Use deploy when you already have an image and want to create or update a room service from it. Example:
meshagent deploy \
  --room myroom \
  --tag registry.meshagent.com/myproject/my-app:dev \
  --env APP_ENV=dev
You can also build from a local directory and deploy in one step:
meshagent deploy ./my-app \
  --room myroom \
  --tag registry.meshagent.com/myproject/my-app:dev
You can also:
  • mount room storage with --room-mount
  • mount project storage with --project-mount
  • mount another image with --image-mount
  • inject a MESHAGENT_TOKEN with --meshagent-token
  • override the deploy identity for --meshagent-token and --env-secret with --identity
  • inject a secret-backed environment variable with --env-secret NAME=SECRET_ID
  • publish a route with --domain when the service exposes exactly one published port
This command derives the service name from the image tag and updates the existing room service when one already exists.

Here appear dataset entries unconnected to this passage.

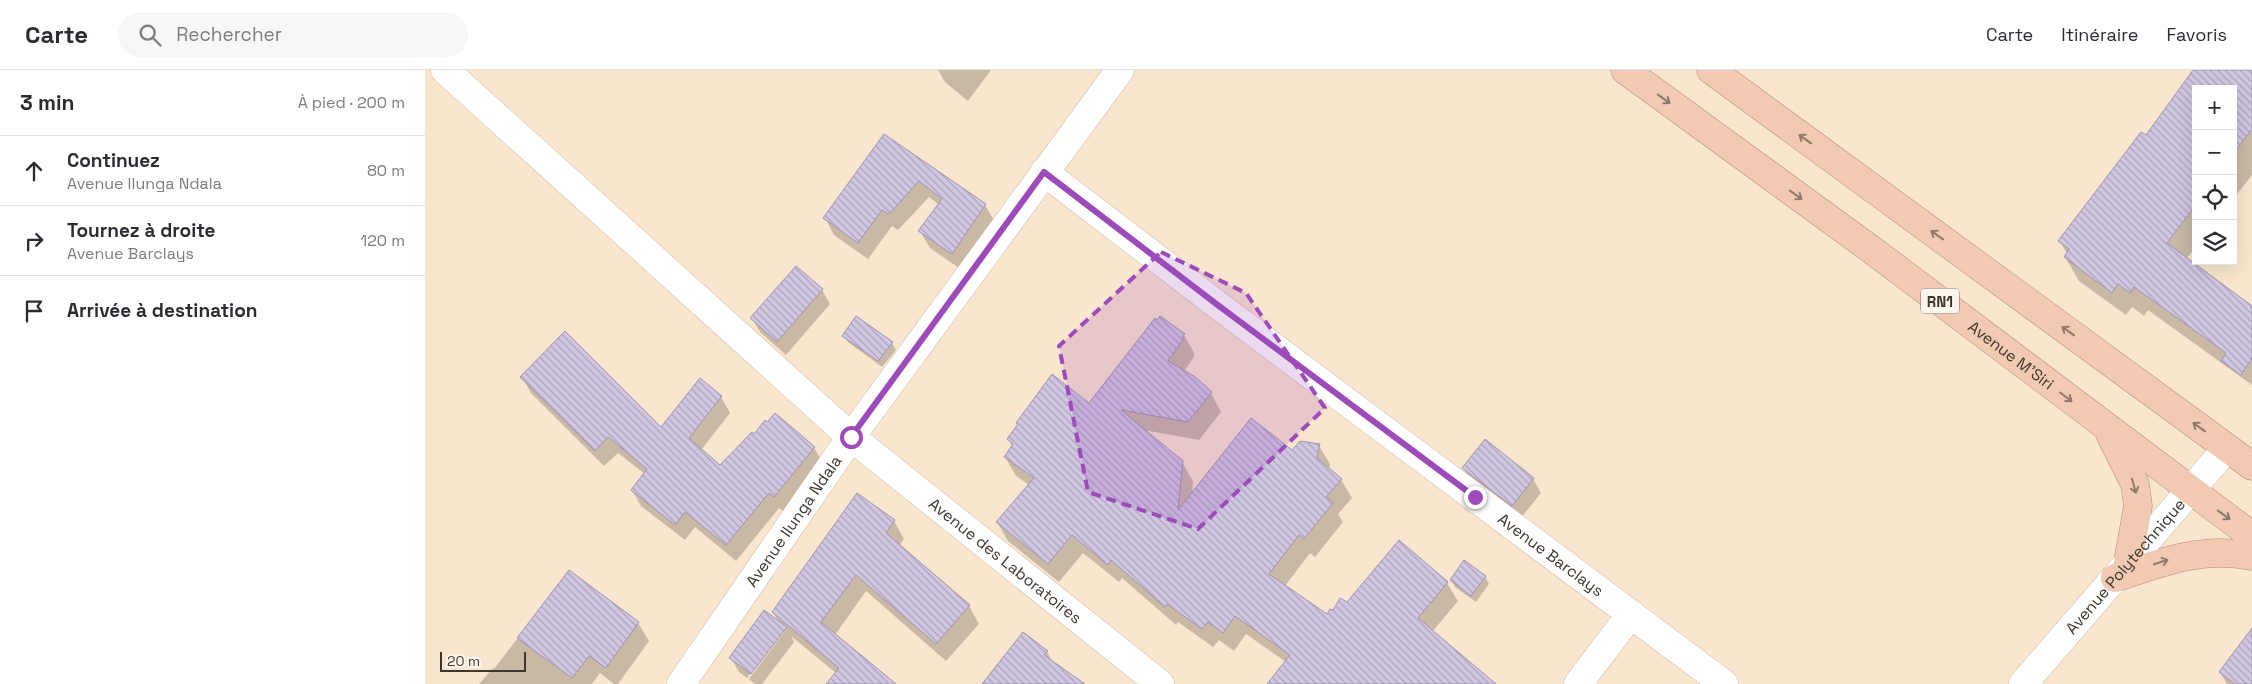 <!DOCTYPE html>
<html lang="fr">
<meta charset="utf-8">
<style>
:root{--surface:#fff;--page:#f7f7f7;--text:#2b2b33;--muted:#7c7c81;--line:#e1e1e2}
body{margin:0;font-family:"Space Grotesk",sans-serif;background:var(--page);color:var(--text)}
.controls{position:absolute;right:15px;top:15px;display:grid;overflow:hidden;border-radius:0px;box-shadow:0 5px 20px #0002}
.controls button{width:45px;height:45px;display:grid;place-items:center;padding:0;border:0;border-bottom:1px solid var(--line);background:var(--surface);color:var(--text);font:25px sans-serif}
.scale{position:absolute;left:15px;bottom:12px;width:86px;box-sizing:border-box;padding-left:5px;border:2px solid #3e372d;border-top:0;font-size:14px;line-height:18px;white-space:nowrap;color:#3e372d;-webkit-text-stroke:4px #fef6ec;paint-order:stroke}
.stop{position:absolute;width:15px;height:15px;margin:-11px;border:4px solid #9d4bbb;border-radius:50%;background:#fff}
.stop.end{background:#9d4bbb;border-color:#fff;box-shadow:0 1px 5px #0008}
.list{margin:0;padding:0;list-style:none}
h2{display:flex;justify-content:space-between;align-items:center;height:65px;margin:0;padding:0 20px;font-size:21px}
h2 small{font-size:16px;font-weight:400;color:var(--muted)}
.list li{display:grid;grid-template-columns:32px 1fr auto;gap:15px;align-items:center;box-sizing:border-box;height:70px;padding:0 20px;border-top:1px solid var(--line)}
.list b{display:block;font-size:19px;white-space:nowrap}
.list p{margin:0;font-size:16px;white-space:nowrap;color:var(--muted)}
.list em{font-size:16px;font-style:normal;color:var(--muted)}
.icon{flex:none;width:28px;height:28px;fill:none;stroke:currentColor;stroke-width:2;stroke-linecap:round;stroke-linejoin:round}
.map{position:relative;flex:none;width:1827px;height:614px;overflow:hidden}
header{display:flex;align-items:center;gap:30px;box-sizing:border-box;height:70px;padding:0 25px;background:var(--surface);border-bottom:1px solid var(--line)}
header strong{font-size:24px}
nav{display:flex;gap:28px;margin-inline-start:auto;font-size:18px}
.search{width:350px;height:45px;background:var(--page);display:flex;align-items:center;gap:12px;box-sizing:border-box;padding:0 18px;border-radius:28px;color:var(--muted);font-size:19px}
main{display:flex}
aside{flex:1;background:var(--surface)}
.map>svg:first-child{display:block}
.shadow{fill:#0003}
.building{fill:url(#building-back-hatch);stroke:#9d94ae}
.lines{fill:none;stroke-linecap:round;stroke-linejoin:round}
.minor-casing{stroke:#cfbca4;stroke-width:29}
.trunk-casing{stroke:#b08d78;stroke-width:29}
.minor{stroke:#fff;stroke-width:28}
.trunk{stroke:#f2cab4;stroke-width:28}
.oneway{stroke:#8f796a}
.route{stroke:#9d4bbb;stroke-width:6}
.marked{fill:#9d4bbb;fill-opacity:0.2;stroke:#9d4bbb;stroke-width:4;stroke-dasharray:10 6;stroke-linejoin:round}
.labels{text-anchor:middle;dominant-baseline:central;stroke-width:4;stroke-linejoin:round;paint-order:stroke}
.shield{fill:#fef6ec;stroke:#787066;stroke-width:1}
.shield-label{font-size:15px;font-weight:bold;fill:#3e372d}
.street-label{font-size:16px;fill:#3e372d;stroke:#fef6ec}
</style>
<header>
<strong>Carte</strong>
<div class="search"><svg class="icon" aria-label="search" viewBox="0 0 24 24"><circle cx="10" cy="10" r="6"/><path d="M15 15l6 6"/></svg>Rechercher</div>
<nav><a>Carte</a><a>Itinéraire</a><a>Favoris</a></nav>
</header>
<main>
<aside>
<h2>3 min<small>À pied · 200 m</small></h2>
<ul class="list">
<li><svg class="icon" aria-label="ahead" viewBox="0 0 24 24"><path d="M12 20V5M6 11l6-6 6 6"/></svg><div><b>Continuez</b><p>Avenue Ilunga Ndala</p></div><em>80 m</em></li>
<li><svg class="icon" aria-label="right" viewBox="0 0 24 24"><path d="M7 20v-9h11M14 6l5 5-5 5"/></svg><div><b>Tournez à droite</b><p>Avenue Barclays</p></div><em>120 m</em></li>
<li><svg class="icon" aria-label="arrive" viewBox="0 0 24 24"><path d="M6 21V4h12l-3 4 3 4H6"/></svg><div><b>Arrivée à destination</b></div></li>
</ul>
</aside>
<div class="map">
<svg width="1827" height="614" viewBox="0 0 1827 614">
<defs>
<pattern id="building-back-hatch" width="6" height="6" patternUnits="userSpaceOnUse" patternTransform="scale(1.25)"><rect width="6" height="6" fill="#d1c7e3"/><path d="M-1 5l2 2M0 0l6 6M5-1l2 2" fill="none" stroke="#aba2b8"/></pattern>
</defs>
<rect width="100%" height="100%" fill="#fae6ce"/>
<path class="shadow" d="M 513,0 L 566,0 L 543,31 L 520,12 Z
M 1770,0 L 1827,0 L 1827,105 L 1808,129 L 1808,19 L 1771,19 L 1771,177 L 1761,189 L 1827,237 L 1827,315 L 1723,240 L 1719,246 L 1707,237 L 1701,245 L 1654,211 L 1640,187 L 1642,184 L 1635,171 L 1721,67 Z
M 459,66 L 560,135 L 570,152 L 537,200 L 505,178 L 495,161 L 514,135 L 504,127 L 473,160 L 467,156 L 443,189 L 409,165 L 400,148 Z
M 372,197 L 397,220 L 405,234 L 361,285 L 335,262 L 327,248 Z
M 432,248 L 467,273 L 471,280 L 457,297 L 423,272 L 419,266 Z
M 759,265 L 769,283 L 769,287 L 759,301 L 786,323 L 796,342 L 774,370 L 719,360 L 757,392 L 768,411 L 767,425 L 867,382 L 894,376 L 905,394 L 904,400 L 916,410 L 927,428 L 913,444 L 918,452 L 890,487 L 885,483 L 860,516 L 902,545 L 922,534 L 1022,513 L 1033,531 L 1007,562 L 1069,614 L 843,614 L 861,592 L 821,564 L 809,581 L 794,570 L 788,577 L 753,552 L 751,555 L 697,508 L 694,512 L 658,483 L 634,512 L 583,471 L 572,452 L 604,415 L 591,406 L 580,387 L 587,376 L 584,369 L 664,335 Z
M 97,307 L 236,359 L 296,327 L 305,343 L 276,380 L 295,397 L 329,366 L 389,378 L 399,394 L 359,442 L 354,438 L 311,491 L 270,457 L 260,470 L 216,436 L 207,420 L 220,404 L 193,383 L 179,396 L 106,323 Z
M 1039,399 L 1108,409 L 1116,423 L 1095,449 L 1047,413 Z
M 469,451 L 479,469 L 474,476 L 544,536 L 554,554 L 521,591 L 441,521 L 410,565 L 469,614 L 403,614 L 411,603 L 366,566 L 369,572 L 337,614 L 330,614 L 324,609 L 360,561 L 357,561 L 322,608 L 314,602 L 306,588 L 354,553 L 348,542 Z
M 144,501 L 213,553 L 224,571 L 193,614 L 189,614 L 175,603 L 167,614 L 54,614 L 68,598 L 69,599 Z
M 1060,507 L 1064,514 L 1051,532 L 1030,517 L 1026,510 Z
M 598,563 L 622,582 L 630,596 L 653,614 L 559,614 Z
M 1827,571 L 1827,614 L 1802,614 L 1795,602 Z"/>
<path class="building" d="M 1768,0 L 1827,0 L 1827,59 L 1808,84 L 1808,19 L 1771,19 L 1771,135 L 1742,173 L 1827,236 L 1827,288 L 1816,305 L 1796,291 L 1801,283 L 1709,217 L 1705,223 L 1693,214 L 1687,223 L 1639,187 L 1644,179 L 1633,171 L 1716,62 L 1721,65 Z
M 459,64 L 561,134 L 527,184 L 493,161 L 517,129 L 494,111 L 466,142 L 463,144 L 457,140 L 433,173 L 398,148 Z
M 371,196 L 398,219 L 352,272 L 325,248 Z
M 431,246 L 468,272 L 453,291 L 417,266 Z
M 735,246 L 760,264 L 757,267 L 759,268 L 743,291 L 769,306 L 787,322 L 763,352 L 696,340 L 758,391 L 753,440 L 826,348 L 867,380 L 875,371 L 895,374 L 892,388 L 917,409 L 901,427 L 908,433 L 879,469 L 874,465 L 844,504 L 902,544 L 905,539 L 908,540 L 915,528 L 922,532 L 974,470 L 1023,512 L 993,548 L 1071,614 L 842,614 L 865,585 L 810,546 L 798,563 L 783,552 L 777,559 L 742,534 L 740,537 L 686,490 L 683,495 L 647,465 L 623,494 L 571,452 L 609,408 L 579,387 L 588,374 L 582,369 L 593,354 L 591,353 L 627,304 L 664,333 L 730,248 L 732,250 Z
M 140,261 L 236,357 L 275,308 L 292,322 L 297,326 L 264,368 L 295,395 L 327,362 L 329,364 L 340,350 L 342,352 L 350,343 L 390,377 L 349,427 L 344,423 L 301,475 L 260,442 L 250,455 L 206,420 L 222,399 L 183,367 L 170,381 L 95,307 Z
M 1060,369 L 1109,408 L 1087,436 L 1037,398 Z
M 432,423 L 470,450 L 461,463 L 545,535 L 511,574 L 431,505 L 396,552 L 471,614 L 401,614 L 414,598 L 347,542 Z
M 1039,490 L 1061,506 L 1046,526 L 1025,510 Z
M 144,500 L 214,552 L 181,598 L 164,586 L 147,608 L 92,568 Z
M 339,540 L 362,557 L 326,604 L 304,588 Z
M 1827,558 L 1827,614 L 1810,614 L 1794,602 Z
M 598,562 L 623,581 L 619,585 L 660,614 L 557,614 Z"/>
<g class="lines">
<g class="minor-casing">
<g id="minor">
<path id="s1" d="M 20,0 L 426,367 L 735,614"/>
<path id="s2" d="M 619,102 L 794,236 L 1299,614"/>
<path id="s3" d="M 256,614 L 426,367 L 695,0"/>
<path d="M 1153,614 L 1206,544"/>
<path id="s4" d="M 1598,614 L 1802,378"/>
</g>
</g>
<g class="trunk-casing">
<g id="trunk">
<path id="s5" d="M 1200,0 L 1447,180 L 1827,466"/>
<path d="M 1286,0 L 1827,396"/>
<path d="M 1685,364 L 1710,414 L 1713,436 L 1703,492"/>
<path d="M 1690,508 C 1737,492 1777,476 1827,486"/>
</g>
</g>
<use href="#minor" class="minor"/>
<use href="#trunk" class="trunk"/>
</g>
<defs><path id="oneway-shaft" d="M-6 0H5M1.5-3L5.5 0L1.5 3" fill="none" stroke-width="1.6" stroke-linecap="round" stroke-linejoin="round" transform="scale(1.25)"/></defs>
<g class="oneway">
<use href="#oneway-shaft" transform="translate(1239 29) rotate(36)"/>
<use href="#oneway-shaft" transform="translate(1380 69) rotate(-144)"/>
<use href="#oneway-shaft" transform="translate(1371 125) rotate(36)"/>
<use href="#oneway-shaft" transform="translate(1512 165) rotate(-144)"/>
<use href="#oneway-shaft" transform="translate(1643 261) rotate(-144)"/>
<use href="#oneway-shaft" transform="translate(1641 327) rotate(37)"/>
<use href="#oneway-shaft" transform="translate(1774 357) rotate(-144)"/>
<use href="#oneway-shaft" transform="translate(1709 416) rotate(75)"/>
<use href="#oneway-shaft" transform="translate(1799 445) rotate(36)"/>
<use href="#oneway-shaft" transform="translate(1736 492) rotate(-18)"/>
</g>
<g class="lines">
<path class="route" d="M 426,367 L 619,102 L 794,236 L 1050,427"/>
</g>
<path class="marked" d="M 736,182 L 821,223 L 900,338 L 773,459 L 663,422 L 634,276 Z"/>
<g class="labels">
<rect class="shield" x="1496" y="218.5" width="38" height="25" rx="4"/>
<g class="shield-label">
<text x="1515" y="231">RN1</text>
</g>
<g class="street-label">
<text stroke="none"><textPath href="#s5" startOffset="480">Avenue M'Siri</textPath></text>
<text stroke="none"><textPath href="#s3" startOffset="198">Avenue Ilunga Ndala</textPath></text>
<text stroke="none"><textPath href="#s2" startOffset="635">Avenue Barclays</textPath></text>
<text stroke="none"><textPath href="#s1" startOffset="745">Avenue des Laboratoires</textPath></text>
<text stroke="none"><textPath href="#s4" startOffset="156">Avenue Polytechnique</textPath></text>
</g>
</g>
</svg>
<div class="controls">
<button>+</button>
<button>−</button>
<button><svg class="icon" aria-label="locate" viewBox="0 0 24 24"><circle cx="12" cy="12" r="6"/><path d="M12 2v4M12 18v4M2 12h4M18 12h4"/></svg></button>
<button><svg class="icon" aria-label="layers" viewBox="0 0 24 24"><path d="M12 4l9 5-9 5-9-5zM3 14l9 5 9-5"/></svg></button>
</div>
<div class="scale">20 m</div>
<div class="stop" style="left:426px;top:367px"></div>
<div class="stop end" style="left:1050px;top:427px"></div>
</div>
</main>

How image builds and deploys work with service packaging

The image commands and service packaging are complementary. Use these image commands when:
  • your workflow is image-first
  • you want to build inside a room
  • you want to build from a local directory inside a room
  • you want a fast path from image tag to room service
  • you want an agent in the room to participate in building and shipping the service
Use the service packaging docs when:
  • you are writing or reviewing a meshagent.yaml
  • you need a fuller service spec with more explicit deployment structure
  • you are working with ServiceTemplates or broader service configuration
In other words, these commands are the room-native image workflow, while service manifests are the broader service-definition workflow.